Forbidden (CSRF token missing or incorrect.):
I am making ajax call like below:
var data_dict = {'user':{{ user.id }}, 'bookId':that.id, 'csrfmiddlewaretoken': '{{ csrf_token }}'};
$.ajax({
type: 'POST',
url:"/issuebook",
data:data_dict,
processData: false,
contentType: false,
success:function(response)
{
}
});
urls.py is:
urlpatterns = [
url(r'^$',views.checkLogin,name='checklogin'),
url(r'^mylibrary/(?P<pk>\d+)/(?P<user_name>[\w\-]+)$',login_required(views.MyLibrary.as_view()),name='mylibrary'),
url(r'^centrallibrary/(?P<pk>\d+)/(?P<user_name>[\w\-]+)$',login_required(views.CentralLibrary.as_view()),name='centrallibrary'),
url(r'^issuebook$',login_required(views.IssueBookView.as_view()),name='issuebook'),
]
I am getting "Forbidden (CSRF token missing or incorrect.): /issuebook" error on ajax call.
The csrf token in ajax call is getting rendered as:
var data_dict = {'user':{{ user.id }}, 'bookId':that.id, 'csrfmiddlewaretoken':'fSSdu8dJ4FO6FvDz8eU5ISzOewRYyGbC'};
$.ajax({
type: 'POST',
url:"/issuebook",
data:data_dict,
contentType: false,
success:function(response)
{
}
});
Answer
This error is caused by processData and contentType options in your ajax function.
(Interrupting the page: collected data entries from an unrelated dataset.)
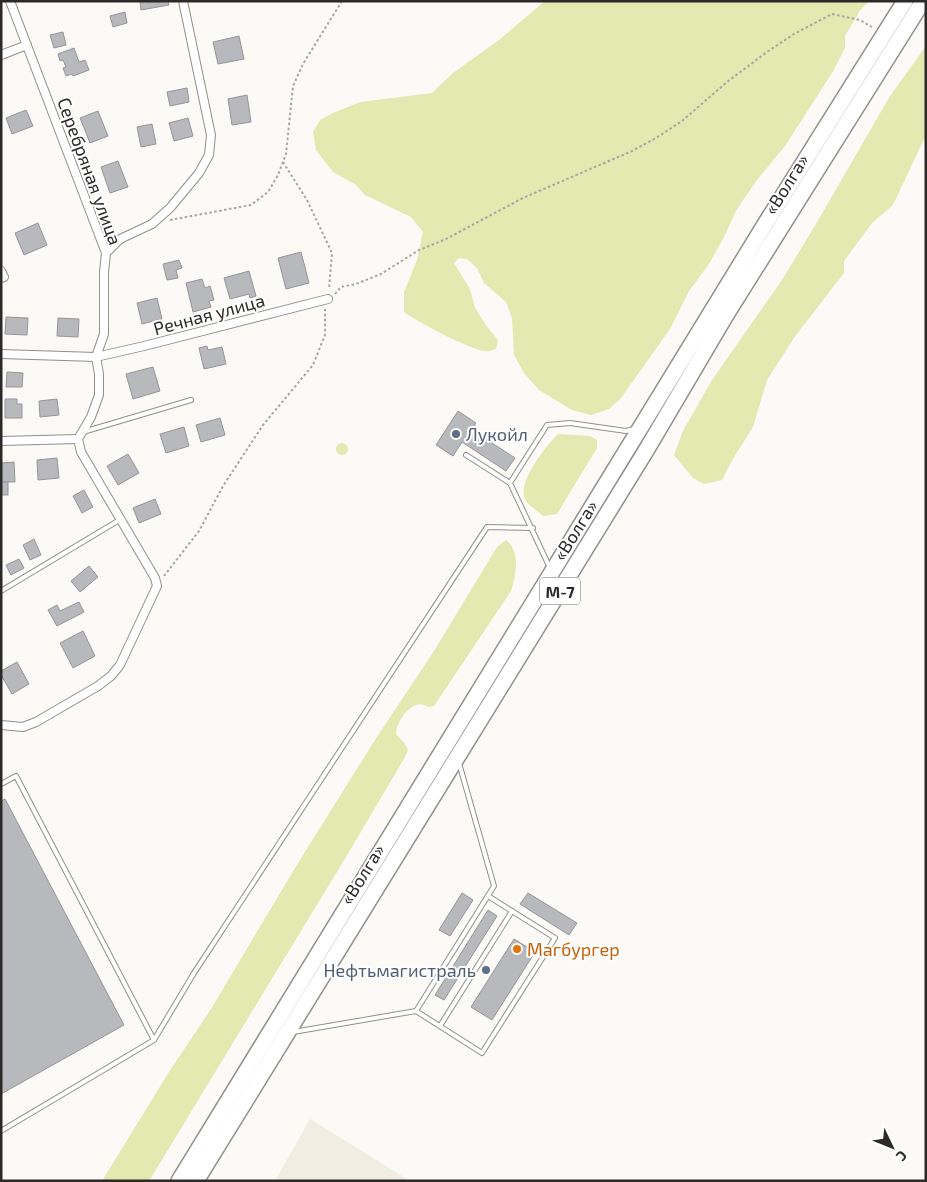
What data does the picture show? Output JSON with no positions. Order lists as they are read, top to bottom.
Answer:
{
  "streets": {
    "highway": ["«Волга»", "М-7"],
    "street": ["Серебряная улица", "Речная улица"]
  },
  "crossings": [
    ["Серебряная улица", "Речная улица"]
  ],
  "places": ["Лукойл", "Магбургер", "Нефтьмагистраль"],
  "north": "bottom right"
}
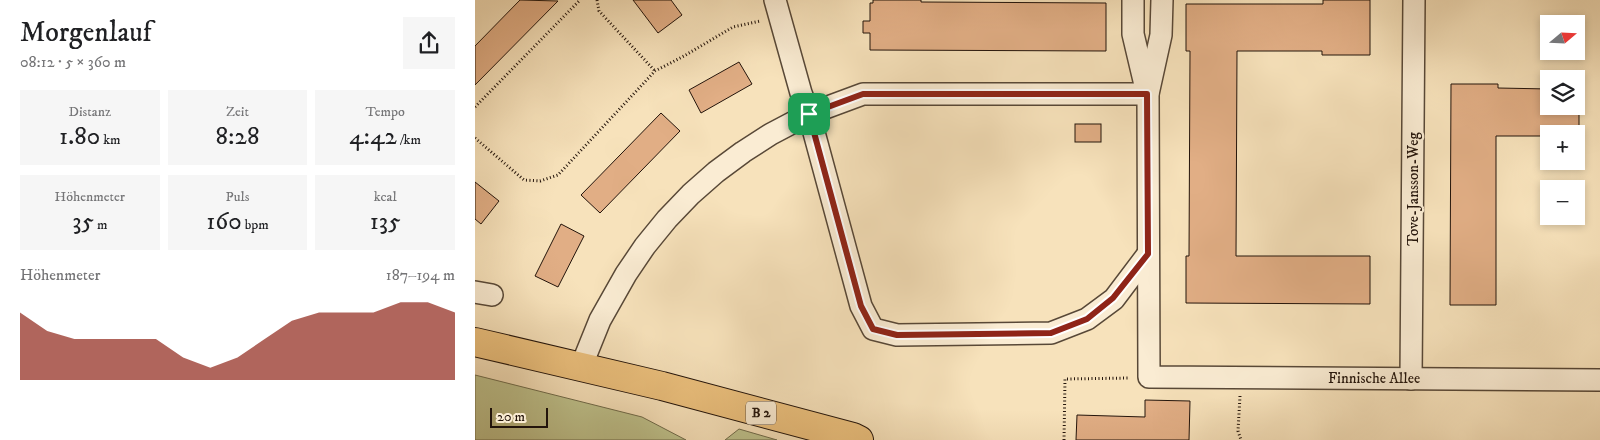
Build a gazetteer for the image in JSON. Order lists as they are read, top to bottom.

Removing these two options will fix the issue.
Explanation:
The arguments must be sent to Django as urlencoded with Content-Type application/x-www-form-urlencoded. Whereas, if you set processData: false it won't encode the POST parmaters and contentType: false will send ajax POST request as text/plain.